What is being asked:
Your answer should be every line of the entries that has the string "body" in it.

Data for review:
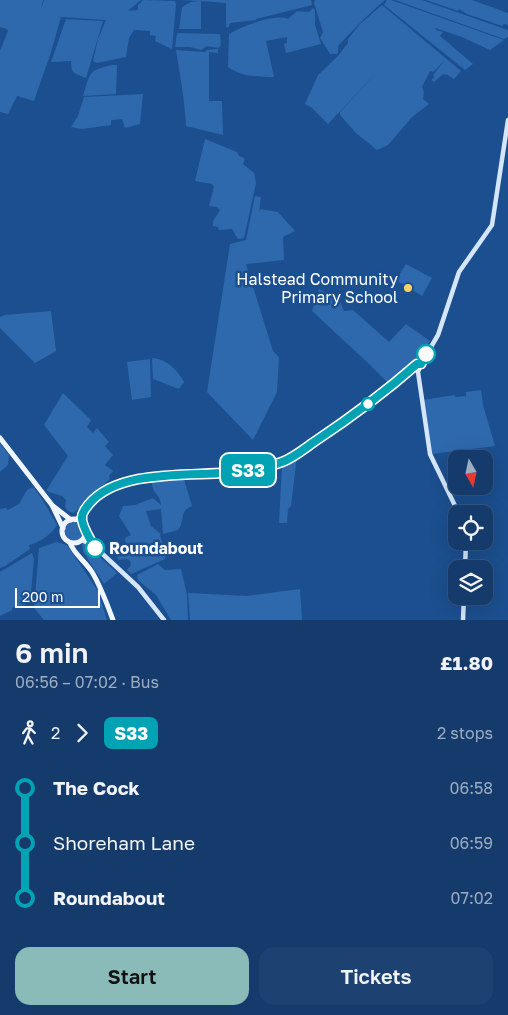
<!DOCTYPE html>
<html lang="en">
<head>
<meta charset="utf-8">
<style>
  :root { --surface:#143b6b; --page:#1d4271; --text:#f1f3f6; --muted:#9dadc1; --line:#33557e; --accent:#8bbbb9 }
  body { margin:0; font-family:"Golos Text",sans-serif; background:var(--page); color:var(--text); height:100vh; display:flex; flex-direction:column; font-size:19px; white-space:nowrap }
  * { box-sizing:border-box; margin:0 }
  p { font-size:16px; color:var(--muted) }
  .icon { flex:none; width:28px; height:28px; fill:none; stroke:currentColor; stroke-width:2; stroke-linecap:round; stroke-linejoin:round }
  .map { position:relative; height:620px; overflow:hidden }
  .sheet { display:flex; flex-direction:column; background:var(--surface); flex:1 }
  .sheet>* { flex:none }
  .badge { padding:0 10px; border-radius:8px; font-size:18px; line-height:32px }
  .needle { width:32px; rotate:171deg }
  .fabs { position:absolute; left:448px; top:450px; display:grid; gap:10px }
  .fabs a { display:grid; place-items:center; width:45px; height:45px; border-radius:10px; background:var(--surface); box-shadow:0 5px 20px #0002,0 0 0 1px var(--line); font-size:25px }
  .scale { position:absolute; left:15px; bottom:12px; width:85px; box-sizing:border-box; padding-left:5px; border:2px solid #fff; border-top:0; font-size:14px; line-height:18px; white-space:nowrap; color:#fff; -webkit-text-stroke:4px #1b4f8f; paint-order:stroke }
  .map>.badge { position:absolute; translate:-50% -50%; box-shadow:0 0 0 2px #fff }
  .legs { display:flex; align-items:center; gap:8px; height:55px; padding:0 15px; font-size:16px }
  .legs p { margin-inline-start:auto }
  .overview { display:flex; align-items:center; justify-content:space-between; height:85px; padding:0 15px }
  h1 { font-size:28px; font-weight:600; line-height:38px }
  .action { display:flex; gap:10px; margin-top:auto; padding:10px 15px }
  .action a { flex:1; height:58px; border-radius:15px; background:var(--accent); color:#111; font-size:20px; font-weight:600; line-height:58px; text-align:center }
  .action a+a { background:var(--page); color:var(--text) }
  ul { padding:0 15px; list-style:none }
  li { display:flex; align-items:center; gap:18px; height:55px; font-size:19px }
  li i { display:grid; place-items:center; width:8px; height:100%; margin:0 6px; background:currentColor }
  li i::after { content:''; width:12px; height:12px; margin:-6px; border:4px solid; border-radius:50%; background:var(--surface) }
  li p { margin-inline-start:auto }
  li:first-child i { background:linear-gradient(#0000 50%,currentColor 0) }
  li:last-child i { background:linear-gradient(currentColor 50%,#0000 0) }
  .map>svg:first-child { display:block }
</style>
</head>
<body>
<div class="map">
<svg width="508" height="620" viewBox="0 0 508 620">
  <rect width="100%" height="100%" fill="#1b4f8f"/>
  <g fill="#2e69ad">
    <polygon points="0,0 43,0 41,9 44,0 141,0 128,11 138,10 138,5 143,0 175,1 176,4 172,49 155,41 156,36 150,35 150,31 134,30 129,38 126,57 97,63 93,61 98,39 106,20 61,17 51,52 34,101 17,96 8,114 0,112 0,51 8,31 7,29 0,27"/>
    <polygon points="179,0 311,0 312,5 256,19 256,20 230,23 229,27 226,27 226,3 201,1 201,29 179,29 182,7 191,2 199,1"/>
    <path d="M 315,0 L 385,0 C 368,14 353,30 338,46 L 338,52 L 337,54 L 330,54 L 320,38 L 323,32 L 314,3 Z"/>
    <polygon points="387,0 391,0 504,40 490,50 462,37 435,28 436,30 443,32 440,36 473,64 465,70 384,5"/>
    <polygon points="395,0 422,0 508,30 508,37 504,39"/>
    <polygon points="426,0 472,0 508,13 508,25 504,24 502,26 467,14 459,9 458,11"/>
    <polygon points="382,5 461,71 454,79 448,75 443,74 434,82 431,80 435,77 433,75 445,60 433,72 430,71 422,87 424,92 423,99 429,104 412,117 388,145 377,150 356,133 340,115 340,112 379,70 328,124 312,108 305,104 318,75 338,56 348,43 348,39 360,24"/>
    <path d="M 313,8 L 315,11 L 315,25 L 321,44 L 286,53 L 284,44 L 287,43 L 287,37 L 266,41 L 274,77 C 257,77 242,77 228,67 L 229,34 C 241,27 275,13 288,19 L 297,11 L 309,12 Z"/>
    <path d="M 66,19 L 103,21 L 86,78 C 74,73 71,74 71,61 L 51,62 Z"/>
    <polygon points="177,33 220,34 221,45 218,48 207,46 201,50 190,47 175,47"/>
    <path d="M 218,49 L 218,53 L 209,52 L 209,101 L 222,101 L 223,135 L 186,126 C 185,103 180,75 176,50 L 205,52 L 207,50 Z"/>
    <path d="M 112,65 L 117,65 L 116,94 L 83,96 C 91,72 87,71 112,65 Z"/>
    <polygon points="143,94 140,124 125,128 122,119 111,120 111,125 82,129 71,127 78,116 84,97"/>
    <polygon points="205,139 237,152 239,156 242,157 245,159 243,164 254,173 256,183 244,238 238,239 232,229 219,230 218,227 213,226 213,221 220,210 217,207 209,206 214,187 212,184 195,181"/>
    <polygon points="255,196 261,197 259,212 260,209 278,212 295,231 283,237 284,260 246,264 273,351 279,357 277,392 253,440 207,392 230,244 246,240"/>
    <polygon points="406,264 432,278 422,296 396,280"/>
    <polygon points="319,289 339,299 344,311 353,310 389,342 406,324 430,341 417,361 390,385 368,363 312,311"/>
    <polygon points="51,311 56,351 35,363 0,328 0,317 5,315"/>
    <path d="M 152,358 C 166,359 177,369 184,382 L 179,389 L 153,379 Z"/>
    <polygon points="150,359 151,397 132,400 127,362"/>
    <polygon points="481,390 483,405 495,446 432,454 423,400 454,395 456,397 465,396 466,397 466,392"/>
    <polygon points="63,393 91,420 87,427 93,433 97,428 109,442 105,446 113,455 105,465 113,471 109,476 110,479 74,513 68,511 65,507 66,500 62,496 46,491 68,456 44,425"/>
    <polygon points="0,443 9,455 8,465 0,472"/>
    <polygon points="297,456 291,506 288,509 287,523 279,523 282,466"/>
    <path d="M 183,476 L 192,506 C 178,512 186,520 178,530 L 163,534 L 161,509 L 146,511 L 151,526 L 161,534 L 160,535 L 166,556 L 165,559 L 131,574 L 127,570 L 131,565 L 130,561 L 127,559 L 119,560 L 116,555 L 126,546 L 125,538 L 131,535 L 119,516 L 123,506 L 135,505 L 153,498 L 161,505 C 161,495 152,494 152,482 L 175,479 L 175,477 Z"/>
    <path d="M 33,487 L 42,499 L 57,525 C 52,534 39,543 29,545 L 30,549 L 5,566 L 0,568 L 0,509 L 6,508 L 8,510 L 19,504 L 27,490 Z"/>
    <circle cx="74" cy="532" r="10"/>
    <polygon points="56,542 67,545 98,591 107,620 44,620 34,608 39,548"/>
    <polygon points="82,543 85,543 117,573 104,584 83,552"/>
    <polygon points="32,553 34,560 30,603 12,608 12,610 0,616 0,572"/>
    <polygon points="158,564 165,570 181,569 187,595 188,620 171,620 156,595 138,580 137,575"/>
    <polygon points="300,589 302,620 190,620 188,593 247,596"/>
  </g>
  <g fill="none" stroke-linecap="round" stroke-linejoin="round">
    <g stroke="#d6e6fa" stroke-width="4.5">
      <polyline points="83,514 83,524"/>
      <polyline points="459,514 430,454 418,372 421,364 438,335 459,272 492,225 508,120"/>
      <polyline points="75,520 78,518 93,500 106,490 120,483 187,473 244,471 282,462 345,421 382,395 417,365 421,364"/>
      <polyline points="86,532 93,545"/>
      <polyline points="82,540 94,546 138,587 164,620"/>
      <polyline points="465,569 466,541"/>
      <polyline points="463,620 464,596"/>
    </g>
    <g stroke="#f0f6ff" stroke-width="5">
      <polyline points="0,438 52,505 63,528"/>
      <polyline points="53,506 71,520"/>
      <circle cx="74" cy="531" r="12"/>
      <path d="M 70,543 C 74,554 85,561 92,572 C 101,587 107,604 113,620"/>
    </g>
  </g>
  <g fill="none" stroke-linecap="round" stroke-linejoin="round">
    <g stroke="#fff" stroke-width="11">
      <path id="line-1" d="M 95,548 C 91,541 81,525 82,517 C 82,512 86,508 89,504 C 121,466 200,478 245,471 C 256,469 271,466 282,462 C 293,458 304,449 314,442 C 350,418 384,393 417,364 L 421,364 L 426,354"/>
    </g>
    <use href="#line-1" stroke="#00a3b4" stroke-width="8"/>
  </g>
  <circle fill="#ffd166" stroke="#1b4f8f" stroke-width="2" cx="408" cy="288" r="5"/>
  <g fill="#fff" stroke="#00a3b4" stroke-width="2.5">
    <circle cx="426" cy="354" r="9"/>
    <circle cx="368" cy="404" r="6"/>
    <circle cx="95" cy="548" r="9"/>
  </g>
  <g text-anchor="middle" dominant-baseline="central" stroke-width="5" stroke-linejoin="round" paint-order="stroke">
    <g font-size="16" fill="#fff" stroke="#1b4f8f" text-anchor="end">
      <text x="398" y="279">Halstead Community<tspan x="398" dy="18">Primary School</tspan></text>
    </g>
    <g font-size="16" font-weight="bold" fill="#fff" stroke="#1b4f8f" text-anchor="start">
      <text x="109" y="548">Roundabout</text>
    </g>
  </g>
</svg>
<div class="fabs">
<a><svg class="needle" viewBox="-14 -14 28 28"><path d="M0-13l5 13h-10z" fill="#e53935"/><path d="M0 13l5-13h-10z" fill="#9dadc1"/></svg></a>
<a><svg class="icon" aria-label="locate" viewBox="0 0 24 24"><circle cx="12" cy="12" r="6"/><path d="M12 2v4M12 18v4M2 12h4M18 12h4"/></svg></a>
<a><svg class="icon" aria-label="layers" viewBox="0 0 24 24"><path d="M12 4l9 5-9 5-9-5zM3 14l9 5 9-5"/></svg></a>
</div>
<div class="scale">200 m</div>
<b class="badge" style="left:248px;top:470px;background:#00a3b4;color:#fff">S33</b>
</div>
<section class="sheet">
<div class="overview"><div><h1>6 min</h1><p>06:56 – 07:02 · Bus</p></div><b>£1.80</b></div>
<div class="legs"><svg class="icon" aria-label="walk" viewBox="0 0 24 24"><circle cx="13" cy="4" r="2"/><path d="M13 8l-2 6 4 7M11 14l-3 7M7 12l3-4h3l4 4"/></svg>2<svg class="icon" aria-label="forward" viewBox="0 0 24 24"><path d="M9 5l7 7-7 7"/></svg><b class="badge" style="background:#00a3b4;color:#fff">S33</b><p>2 stops</p></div>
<ul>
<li><i style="color:#00a3b4"></i><b>The Cock</b><p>06:58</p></li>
<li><i style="color:#00a3b4"></i><span>Shoreham Lane</span><p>06:59</p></li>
<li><i style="color:#00a3b4"></i><b>Roundabout</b><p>07:02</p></li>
</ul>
<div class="action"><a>Start</a><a>Tickets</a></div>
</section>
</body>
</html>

Result of this task:
  body { margin:0; font-family:"Golos Text",sans-serif; background:var(--page); color:var(--text); height:100vh; display:flex; flex-direction:column; font-size:19px; white-space:nowrap }
<body>
</body>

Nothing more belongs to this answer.